In an article on TechRepublic, Hope Reese explains that Deep Learning (DL) “uses some ML techniques to solve real-world problems by tapping into neural networks that simulate human decision-making. Deep learning can be expensive, and requires massive datasets to train itself on. That’s because there are a huge number of parameters that need to be understood by a learning algorithm, which can initially produce a lot of false-positives.”

The process of learning in both Machine Learning and Deep Learning can be supervised, semi-supervised or unsupervised.

When applied to legal data, Machine Learning is often referred to as Legal Analytics. It “is the application of data analysis methods and technologies within the field of law to improve efficiency, gain insight and realize greater value from available data.” (TechTarget)

Let us have a look at some of the applications of machine learning in the legal field. The applications that are available are not just for lawyers, but also, e.g., for courts and law enforcement.

In a previous article, we already mentioned Legal Research, eDiscovery and Triage Services. Legal databases are increasingly using AI to present you with the relevant laws, statutes, case law, etc. There are eDiscovery services for lawyers as well as for law enforcement that focus on finding relevant digital evidence. Both typically use triage services to rank the results in order of relevance.

Legal Analytics are also being used for due diligence (where the system creates and uses intelligent checklists),  and for document review, including contract review. In some cases, the system can even go a step further and assist with the writing of documents and contracts (Intelligent Document Assembly). Some more advanced examples of process automation, e.g. for divorce cases where the whole procedure is largely automated, also rely on ML algorithms.

One of the fields where legal analytics has been making headlines is predictive analysis: using statistical models, the system makes predictions. Predictive analysis is not just used by lawyers, but in the broader legal field: there also are for applications, e.g., for courts and for law enforcement. There are systems, e.g., for:

  • Crime prediction and prevention that predict future crime spots.
  • Pretrial Release and Parole, Crime Recidivism Prediction
  • Judicial analytics and litigation analytics predict the chances of success or what the anticipated outcome is in certain cases. These systems can e.g.  be as specific as to take previous rulings by the presiding judge into account.

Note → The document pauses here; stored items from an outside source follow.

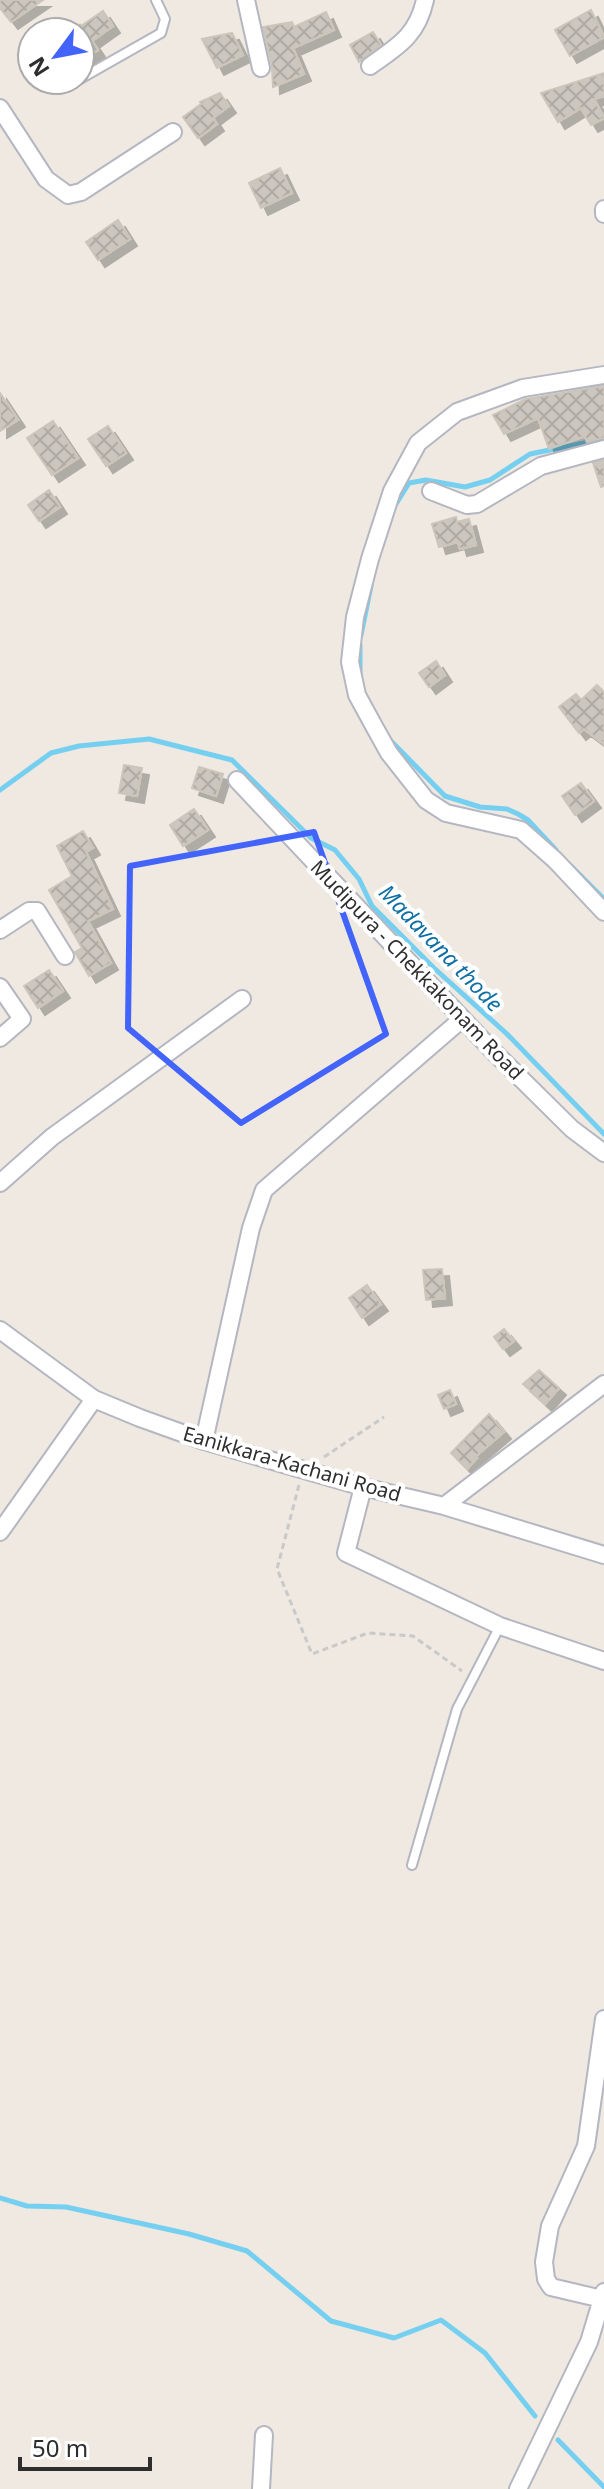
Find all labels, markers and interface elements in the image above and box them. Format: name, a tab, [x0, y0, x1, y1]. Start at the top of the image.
north arrow	[16, 16, 96, 96]
text: N	[21, 52, 56, 83]
street label: Mudipura - Chekkakonam Road	[305, 854, 530, 1085]
water label: Madavana thode	[373, 877, 510, 1017]
street label: Eanikkara-Kachani Road	[180, 1419, 404, 1508]
scale bar	[20, 2421, 150, 2471]
text: 50 m	[32, 2431, 88, 2464]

ML is also successfully being used in crime detection. There are AI systems that monitor what cameras are registering, or that use a network of microphones to detect shots being fired. In the news recently was a story how facial recognition software was used to scan people attending a concert, which led to several arrests being made.

These are just some examples. An article that was recently published in Tech Emergence (“AI in Law and Legal Practice – A Comprehensive View of 35 Current Applications”) gives an overview of 35 applications.

So, a lot of progress has been made in recent years in the fields of legal analytics /  legal machine learning. Still, there are certain issues and limitations to take into account when it comes to the legal field. A first issue has to do with privacy and confidentiality. Law firms who want to use their client data may need consent by those clients, and will have to anonymize the data. They also have to remain GDPR compliant. A second issue has to do with bias: in a previous article we mentioned how these AI systems inherit our biases. A third issue has to do with transparency: most neural networks present a conclusion without explaining how it came to that conclusion. If used in criminal cases, this constitutes a violation of the rights of defence. In civil cases, too, judges have to explain their decisions, and merely referring to the decision an AI system made is not sufficient. Lastly, there also is a cognitive aspect to the work lawyers do, and at present the cognitive abilities of legal ML systems are (still) extremely limited. They do not, e.g., know how to appreciate or emulate common sense.